And so my oldest son has graduate, but not. While the ceremony was held this past weekend, he still has a couple of courses to finish up before he is handed that diploma. This means he is unable to return home from his reform school.
Still, despite these last couple of weeks left of work he has to conduct, Kyle graduated Valedictorian. A couple of months ago, when we were talking to him, he mentioned that he was on track to become Saluditorian (second highest grade point average for the 4 years of high school) to which we replied “Out of a class of two?” As the final tallies were being calculated, it turns out he would be number one, and have the highest cumulative GPA for his graduating class. Then we stopped teasing him and began truly celebrating his accomplishment.

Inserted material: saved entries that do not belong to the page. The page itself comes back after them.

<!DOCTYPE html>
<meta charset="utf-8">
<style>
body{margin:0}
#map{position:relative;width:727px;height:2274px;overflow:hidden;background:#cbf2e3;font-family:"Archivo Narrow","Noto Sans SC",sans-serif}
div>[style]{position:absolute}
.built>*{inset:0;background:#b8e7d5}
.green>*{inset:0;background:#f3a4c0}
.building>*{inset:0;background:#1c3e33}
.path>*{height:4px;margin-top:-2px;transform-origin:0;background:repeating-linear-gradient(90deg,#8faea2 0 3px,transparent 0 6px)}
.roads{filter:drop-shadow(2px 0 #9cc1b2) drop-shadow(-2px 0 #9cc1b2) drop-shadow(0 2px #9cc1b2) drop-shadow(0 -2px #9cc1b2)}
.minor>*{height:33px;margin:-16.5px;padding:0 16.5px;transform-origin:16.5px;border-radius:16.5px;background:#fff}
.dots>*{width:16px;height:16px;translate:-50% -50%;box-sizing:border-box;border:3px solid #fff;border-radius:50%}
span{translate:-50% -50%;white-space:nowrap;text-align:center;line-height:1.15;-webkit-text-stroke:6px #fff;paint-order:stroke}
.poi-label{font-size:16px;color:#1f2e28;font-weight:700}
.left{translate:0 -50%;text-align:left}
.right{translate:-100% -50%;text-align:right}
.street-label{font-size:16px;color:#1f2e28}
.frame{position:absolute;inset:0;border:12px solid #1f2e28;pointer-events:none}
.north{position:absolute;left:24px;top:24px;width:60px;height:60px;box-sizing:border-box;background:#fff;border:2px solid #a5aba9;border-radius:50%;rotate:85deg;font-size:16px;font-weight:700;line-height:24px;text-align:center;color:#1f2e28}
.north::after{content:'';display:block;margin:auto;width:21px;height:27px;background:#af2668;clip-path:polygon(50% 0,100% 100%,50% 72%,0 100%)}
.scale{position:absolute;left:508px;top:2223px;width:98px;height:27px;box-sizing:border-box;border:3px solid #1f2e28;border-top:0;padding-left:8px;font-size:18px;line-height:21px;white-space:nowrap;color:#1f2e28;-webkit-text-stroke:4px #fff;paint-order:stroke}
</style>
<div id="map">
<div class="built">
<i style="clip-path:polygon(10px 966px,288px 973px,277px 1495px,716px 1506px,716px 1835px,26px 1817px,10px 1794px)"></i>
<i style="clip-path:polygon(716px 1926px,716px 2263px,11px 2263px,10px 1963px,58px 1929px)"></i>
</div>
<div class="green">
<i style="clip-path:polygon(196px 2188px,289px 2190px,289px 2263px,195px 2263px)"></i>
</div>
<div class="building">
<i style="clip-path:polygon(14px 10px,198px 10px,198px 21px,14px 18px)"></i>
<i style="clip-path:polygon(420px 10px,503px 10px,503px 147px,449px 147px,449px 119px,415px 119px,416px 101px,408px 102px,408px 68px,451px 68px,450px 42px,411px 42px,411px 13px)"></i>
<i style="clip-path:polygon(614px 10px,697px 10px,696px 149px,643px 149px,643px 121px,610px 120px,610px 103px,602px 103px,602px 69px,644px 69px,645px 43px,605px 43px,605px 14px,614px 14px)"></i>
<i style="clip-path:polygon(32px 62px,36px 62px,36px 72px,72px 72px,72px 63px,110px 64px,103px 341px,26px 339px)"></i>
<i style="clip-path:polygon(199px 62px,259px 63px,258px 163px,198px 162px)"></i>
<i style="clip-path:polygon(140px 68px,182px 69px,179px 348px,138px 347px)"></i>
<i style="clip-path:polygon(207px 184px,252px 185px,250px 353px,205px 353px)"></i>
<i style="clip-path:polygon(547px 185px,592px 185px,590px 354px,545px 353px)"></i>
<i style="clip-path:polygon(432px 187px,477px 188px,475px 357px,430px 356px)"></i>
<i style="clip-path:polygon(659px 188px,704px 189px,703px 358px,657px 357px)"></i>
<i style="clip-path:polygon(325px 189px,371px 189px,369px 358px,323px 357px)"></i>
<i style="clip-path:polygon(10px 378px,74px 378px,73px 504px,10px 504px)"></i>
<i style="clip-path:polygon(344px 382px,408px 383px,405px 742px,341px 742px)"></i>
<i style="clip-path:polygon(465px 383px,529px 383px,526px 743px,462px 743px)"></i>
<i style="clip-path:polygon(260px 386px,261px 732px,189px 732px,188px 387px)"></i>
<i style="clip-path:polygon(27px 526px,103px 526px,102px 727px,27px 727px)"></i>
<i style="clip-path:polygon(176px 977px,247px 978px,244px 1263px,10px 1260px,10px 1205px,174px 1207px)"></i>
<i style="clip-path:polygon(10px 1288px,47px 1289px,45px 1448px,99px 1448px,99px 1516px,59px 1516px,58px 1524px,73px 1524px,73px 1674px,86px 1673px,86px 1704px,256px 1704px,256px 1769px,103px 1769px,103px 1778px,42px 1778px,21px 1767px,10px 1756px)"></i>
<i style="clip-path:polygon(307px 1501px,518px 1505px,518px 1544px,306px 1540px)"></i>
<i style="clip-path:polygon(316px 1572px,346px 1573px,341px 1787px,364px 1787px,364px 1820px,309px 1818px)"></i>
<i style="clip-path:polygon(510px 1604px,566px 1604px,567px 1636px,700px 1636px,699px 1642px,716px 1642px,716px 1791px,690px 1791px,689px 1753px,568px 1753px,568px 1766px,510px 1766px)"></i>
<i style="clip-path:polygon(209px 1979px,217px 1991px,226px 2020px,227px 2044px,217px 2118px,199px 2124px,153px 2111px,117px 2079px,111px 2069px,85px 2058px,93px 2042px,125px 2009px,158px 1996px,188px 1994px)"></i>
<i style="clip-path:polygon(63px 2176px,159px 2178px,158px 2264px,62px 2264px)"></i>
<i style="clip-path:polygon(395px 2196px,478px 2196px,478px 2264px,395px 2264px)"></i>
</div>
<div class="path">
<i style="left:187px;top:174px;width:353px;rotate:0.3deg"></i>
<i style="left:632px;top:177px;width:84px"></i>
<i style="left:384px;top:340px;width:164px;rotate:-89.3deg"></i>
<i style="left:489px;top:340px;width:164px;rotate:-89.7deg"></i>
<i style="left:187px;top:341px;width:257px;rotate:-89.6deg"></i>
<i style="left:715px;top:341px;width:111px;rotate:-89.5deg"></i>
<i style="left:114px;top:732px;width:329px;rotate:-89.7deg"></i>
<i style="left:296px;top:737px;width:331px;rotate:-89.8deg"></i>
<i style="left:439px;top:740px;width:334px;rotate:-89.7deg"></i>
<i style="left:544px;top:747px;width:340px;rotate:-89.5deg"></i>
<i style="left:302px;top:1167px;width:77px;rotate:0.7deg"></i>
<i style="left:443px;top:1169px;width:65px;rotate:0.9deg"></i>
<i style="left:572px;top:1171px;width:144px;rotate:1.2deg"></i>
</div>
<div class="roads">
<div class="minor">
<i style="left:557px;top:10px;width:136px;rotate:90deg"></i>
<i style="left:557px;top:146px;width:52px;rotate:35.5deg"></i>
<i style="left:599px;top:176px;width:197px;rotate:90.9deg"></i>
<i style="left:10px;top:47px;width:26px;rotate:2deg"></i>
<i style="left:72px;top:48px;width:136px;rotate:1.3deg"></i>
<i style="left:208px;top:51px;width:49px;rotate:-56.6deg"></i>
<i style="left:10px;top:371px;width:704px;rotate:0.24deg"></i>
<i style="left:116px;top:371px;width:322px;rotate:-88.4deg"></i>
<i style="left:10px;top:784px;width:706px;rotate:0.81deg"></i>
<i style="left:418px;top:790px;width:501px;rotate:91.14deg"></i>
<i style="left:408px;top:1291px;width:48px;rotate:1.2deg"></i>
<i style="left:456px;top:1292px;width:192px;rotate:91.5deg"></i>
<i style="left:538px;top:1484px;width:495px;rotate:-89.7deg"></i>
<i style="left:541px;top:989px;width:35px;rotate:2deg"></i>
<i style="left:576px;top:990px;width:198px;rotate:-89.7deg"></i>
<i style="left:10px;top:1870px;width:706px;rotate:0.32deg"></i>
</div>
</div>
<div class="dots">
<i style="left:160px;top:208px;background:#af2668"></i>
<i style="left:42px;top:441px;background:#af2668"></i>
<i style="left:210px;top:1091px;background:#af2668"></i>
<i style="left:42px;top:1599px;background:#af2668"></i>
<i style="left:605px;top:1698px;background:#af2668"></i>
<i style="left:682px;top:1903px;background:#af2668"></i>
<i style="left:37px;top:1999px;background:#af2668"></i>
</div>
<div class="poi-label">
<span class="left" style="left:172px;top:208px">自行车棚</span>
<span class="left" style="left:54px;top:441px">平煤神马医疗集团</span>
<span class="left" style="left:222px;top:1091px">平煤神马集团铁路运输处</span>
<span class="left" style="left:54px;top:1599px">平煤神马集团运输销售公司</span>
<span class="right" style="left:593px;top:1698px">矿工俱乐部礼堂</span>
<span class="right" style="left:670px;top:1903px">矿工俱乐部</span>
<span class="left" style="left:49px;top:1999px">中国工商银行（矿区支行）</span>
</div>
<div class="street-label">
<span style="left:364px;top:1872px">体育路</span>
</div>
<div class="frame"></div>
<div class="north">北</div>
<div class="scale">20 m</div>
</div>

At his reform school, there was a graduating class of about 35 or so. While it may not be large, being number one for all of high school is a major deal. We are proud of him.
After the graduation ceremony I was able to take him off campus with his Uncle John (my wife’s sister’s husband) and the three of us puttered around, caught a film, purchased a computer for Kyle’s college life, and a few other things. Unfortunately, it was just us. My wife and other children were unable to attend the event because financially, it was prohibitive. Have you tried purchasing 5 plane tickets? Plus the check baggage fees, and the hotel expenses for that many. And food. Ouch.
I am writing (typing) this on the flight home, but as you read this, the events will have been a couple of days behind me. I haven’t had much time to reflect, and I’m not sure how much can be done, as I was separated from him for the last three and a half years and wasn’t able to participate in his teen years the same way most parents get to. I mention this not for pity, but more for context. It had become not a matter of what we wanted for our son, but what can we do to give him future success, and that meant handing him over to an institution that was able to handle this particular behaviors. Since his reform school is halfway across the country, participation just couldn’t take place.
Still, now his has graduated high school, has been accepted to 8 different universities, and has a future ahead of him. I’m proud of my graduate.